Exercise objective: Go through the lines of the material and count the ones with the word "position". Give that count alone.

○ ○ ○

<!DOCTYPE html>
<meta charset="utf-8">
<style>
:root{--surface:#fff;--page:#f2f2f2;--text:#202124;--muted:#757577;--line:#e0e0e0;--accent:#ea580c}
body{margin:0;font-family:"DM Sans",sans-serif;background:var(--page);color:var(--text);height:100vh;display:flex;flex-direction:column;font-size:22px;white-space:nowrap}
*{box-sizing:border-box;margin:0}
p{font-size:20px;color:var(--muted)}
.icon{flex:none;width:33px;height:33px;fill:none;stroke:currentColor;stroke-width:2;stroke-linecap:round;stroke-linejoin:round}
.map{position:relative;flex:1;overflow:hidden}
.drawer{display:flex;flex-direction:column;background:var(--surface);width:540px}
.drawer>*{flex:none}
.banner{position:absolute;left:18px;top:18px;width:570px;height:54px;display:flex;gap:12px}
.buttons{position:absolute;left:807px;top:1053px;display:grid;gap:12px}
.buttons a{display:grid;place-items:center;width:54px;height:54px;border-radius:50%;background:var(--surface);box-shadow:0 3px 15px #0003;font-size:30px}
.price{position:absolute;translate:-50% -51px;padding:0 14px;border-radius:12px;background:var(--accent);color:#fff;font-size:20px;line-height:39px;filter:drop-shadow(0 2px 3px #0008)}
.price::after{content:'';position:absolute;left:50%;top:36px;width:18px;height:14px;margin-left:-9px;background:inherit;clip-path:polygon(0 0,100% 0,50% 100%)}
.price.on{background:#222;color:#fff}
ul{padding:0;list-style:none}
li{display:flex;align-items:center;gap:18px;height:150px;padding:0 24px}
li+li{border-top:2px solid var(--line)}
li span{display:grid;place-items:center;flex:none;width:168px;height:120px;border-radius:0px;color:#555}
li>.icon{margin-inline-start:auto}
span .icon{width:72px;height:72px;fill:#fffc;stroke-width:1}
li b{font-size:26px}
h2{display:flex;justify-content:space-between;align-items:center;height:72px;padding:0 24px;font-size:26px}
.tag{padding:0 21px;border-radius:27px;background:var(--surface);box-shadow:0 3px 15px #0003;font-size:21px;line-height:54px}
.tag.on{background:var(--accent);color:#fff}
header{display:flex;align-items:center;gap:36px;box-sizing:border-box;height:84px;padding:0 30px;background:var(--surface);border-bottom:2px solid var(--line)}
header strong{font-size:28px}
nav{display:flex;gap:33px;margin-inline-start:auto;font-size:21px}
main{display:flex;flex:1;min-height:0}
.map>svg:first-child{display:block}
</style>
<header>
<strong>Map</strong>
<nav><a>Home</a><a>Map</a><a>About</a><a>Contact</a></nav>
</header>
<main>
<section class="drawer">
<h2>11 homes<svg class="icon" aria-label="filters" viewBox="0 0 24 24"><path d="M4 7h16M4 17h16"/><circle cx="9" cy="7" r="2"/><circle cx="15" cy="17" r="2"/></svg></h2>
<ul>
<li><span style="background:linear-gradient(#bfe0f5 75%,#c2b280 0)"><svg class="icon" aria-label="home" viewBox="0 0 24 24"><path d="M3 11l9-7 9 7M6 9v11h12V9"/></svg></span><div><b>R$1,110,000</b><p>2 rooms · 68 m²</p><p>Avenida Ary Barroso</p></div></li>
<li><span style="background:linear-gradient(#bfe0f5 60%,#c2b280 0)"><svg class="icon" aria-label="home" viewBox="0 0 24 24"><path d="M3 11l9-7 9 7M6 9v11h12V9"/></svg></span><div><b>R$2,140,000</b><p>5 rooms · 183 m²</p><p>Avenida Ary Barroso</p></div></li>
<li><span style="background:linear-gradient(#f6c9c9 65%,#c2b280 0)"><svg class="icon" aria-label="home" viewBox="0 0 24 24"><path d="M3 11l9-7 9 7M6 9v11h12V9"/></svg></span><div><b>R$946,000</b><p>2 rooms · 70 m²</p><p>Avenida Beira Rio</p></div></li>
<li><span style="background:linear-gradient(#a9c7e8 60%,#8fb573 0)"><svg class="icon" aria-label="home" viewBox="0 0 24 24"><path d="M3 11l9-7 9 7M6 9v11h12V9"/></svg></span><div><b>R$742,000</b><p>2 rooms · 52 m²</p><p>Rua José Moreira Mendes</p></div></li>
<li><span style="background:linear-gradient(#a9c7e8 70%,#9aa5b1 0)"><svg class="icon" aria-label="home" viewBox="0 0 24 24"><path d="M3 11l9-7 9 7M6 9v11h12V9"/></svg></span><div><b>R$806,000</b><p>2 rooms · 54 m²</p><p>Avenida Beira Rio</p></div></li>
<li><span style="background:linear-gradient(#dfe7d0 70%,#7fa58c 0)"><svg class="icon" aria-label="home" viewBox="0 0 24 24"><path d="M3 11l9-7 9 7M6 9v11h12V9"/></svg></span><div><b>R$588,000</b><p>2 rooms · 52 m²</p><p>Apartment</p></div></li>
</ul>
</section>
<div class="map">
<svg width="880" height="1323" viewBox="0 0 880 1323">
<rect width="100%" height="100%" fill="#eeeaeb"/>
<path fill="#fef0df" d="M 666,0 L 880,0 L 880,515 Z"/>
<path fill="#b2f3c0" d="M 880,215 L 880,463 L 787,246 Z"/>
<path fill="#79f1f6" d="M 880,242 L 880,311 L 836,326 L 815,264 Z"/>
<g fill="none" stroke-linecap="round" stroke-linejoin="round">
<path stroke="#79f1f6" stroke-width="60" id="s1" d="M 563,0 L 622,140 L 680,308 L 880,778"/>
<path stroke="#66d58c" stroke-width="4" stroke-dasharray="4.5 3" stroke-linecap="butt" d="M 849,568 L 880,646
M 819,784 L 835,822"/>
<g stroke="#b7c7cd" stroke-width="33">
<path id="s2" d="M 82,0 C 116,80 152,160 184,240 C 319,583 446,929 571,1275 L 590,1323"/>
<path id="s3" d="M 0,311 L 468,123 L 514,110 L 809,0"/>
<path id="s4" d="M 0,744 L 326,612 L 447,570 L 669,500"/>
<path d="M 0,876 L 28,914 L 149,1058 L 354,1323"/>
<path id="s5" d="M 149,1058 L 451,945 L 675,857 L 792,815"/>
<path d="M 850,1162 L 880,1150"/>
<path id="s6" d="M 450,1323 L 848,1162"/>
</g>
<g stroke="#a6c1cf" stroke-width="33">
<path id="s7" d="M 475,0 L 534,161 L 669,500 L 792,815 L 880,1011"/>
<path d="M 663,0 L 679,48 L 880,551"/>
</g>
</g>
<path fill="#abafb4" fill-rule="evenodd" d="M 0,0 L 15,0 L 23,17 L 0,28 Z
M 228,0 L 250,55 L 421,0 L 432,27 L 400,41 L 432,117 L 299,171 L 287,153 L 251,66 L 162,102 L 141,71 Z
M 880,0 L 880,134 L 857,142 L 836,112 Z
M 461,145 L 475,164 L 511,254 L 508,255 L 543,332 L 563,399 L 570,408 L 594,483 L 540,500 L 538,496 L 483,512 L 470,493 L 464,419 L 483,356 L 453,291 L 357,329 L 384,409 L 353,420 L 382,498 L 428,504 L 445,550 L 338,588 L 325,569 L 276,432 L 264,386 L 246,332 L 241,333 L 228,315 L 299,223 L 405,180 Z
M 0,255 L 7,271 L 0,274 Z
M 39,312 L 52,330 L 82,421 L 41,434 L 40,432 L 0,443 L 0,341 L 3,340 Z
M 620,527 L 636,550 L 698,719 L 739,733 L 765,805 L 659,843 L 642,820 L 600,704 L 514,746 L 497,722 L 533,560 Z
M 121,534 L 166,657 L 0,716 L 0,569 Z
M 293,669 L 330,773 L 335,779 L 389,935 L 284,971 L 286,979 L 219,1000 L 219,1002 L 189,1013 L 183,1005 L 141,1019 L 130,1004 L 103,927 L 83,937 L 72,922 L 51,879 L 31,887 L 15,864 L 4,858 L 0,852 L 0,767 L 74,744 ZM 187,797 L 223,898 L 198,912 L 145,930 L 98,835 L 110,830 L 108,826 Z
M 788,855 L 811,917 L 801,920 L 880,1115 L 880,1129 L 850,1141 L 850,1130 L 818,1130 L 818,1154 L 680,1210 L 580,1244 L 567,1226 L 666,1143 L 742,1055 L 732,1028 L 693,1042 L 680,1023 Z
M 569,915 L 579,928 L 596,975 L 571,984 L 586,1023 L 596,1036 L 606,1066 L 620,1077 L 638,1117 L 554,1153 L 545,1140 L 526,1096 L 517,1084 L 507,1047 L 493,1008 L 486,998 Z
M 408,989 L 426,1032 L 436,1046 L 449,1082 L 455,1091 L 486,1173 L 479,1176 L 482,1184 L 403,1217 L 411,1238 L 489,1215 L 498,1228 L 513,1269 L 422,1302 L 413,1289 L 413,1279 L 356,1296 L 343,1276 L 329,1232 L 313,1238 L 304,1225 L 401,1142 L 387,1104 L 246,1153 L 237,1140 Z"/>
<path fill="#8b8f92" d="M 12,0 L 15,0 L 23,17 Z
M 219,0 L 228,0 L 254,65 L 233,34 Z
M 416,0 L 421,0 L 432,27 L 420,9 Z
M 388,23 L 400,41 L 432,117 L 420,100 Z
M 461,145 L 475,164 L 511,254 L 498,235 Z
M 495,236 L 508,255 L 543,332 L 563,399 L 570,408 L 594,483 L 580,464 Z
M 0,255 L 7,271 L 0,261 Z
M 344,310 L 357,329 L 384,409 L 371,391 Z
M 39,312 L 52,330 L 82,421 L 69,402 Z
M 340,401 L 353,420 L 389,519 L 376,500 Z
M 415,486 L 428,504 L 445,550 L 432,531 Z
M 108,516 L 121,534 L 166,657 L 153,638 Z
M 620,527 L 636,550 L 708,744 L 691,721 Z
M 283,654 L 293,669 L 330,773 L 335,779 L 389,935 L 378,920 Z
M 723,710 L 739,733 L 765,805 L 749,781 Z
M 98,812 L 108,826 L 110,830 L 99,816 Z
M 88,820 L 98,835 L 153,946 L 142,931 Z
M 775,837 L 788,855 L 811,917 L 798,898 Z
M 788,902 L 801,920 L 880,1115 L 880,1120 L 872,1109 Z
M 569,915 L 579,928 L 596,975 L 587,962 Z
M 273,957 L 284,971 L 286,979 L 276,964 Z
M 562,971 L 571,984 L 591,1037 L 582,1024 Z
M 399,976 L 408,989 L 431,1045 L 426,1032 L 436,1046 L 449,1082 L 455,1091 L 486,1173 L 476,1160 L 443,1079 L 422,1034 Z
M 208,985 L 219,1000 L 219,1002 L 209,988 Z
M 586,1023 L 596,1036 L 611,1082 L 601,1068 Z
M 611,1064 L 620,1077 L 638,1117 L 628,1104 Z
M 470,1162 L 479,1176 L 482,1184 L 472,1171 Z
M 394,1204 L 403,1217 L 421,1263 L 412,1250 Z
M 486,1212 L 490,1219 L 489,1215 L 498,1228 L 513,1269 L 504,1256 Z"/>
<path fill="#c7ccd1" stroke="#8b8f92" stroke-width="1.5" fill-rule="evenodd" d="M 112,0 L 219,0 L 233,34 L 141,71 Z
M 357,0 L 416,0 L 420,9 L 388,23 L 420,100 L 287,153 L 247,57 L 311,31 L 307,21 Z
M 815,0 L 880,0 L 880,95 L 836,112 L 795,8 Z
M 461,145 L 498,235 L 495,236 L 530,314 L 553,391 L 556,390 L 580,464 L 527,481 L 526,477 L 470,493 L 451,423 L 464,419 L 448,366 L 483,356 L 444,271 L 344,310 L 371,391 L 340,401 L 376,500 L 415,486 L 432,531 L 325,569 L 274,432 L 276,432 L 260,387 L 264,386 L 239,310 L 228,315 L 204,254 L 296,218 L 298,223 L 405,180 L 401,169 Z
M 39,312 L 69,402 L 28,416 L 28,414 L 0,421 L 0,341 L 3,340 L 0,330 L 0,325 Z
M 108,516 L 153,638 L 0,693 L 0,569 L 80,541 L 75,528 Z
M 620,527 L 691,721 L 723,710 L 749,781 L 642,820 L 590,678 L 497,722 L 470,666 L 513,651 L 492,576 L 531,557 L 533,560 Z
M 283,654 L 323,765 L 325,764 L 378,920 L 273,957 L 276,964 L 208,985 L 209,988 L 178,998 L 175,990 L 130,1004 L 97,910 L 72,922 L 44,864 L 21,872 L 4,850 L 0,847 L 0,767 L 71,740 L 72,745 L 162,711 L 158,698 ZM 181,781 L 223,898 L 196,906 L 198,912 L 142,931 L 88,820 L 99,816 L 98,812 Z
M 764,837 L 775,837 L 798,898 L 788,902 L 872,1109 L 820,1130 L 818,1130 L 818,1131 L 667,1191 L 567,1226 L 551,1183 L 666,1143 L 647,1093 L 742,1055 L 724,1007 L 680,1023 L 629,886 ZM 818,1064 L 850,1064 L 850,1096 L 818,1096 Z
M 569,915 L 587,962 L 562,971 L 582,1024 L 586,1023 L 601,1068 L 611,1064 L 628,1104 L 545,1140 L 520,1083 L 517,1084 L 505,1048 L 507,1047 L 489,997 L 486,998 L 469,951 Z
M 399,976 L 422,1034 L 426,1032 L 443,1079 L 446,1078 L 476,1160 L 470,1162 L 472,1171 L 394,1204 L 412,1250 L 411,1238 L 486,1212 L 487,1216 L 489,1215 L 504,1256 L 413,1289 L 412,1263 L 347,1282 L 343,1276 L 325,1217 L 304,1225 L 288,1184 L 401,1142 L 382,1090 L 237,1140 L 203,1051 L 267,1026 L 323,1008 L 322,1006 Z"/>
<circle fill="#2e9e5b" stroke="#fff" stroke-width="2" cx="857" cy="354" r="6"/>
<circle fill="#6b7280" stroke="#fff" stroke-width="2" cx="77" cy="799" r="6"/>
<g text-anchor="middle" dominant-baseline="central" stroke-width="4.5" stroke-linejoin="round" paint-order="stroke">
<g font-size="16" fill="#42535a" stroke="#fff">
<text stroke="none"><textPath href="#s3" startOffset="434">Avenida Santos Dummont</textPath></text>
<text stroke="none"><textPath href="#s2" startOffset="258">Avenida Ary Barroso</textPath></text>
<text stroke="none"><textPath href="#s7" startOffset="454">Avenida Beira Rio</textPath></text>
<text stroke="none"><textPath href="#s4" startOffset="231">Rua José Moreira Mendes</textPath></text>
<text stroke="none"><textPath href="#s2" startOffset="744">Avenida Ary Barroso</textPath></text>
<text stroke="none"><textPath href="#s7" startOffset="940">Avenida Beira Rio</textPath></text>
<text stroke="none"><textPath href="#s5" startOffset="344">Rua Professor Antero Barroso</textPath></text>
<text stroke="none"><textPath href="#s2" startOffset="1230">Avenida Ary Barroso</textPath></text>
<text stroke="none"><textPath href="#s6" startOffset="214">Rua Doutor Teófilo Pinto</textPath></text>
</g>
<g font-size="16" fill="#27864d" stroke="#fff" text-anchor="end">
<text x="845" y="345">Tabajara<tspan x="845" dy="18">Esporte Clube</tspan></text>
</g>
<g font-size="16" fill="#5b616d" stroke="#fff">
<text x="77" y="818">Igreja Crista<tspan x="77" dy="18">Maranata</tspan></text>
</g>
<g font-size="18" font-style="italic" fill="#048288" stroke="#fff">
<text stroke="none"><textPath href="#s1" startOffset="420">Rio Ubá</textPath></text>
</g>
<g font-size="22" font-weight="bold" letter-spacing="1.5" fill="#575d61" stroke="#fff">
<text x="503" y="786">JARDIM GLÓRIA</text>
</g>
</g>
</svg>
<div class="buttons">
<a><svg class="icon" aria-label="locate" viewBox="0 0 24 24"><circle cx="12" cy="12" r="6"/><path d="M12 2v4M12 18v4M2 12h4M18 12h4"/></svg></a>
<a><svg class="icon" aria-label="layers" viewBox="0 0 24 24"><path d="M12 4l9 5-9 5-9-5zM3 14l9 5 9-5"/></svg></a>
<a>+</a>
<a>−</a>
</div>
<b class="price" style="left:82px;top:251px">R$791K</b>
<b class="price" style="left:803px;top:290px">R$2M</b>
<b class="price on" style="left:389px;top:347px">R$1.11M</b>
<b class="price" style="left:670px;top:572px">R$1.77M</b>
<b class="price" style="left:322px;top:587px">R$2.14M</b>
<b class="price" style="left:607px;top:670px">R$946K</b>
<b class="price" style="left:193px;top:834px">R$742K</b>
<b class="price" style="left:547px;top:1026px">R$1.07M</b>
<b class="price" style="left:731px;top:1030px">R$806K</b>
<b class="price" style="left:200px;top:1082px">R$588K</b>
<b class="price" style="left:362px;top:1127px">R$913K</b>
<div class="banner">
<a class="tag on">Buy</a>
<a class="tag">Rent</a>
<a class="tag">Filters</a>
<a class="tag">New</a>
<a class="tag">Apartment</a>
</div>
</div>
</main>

○ ○ ○

Output for this task: 5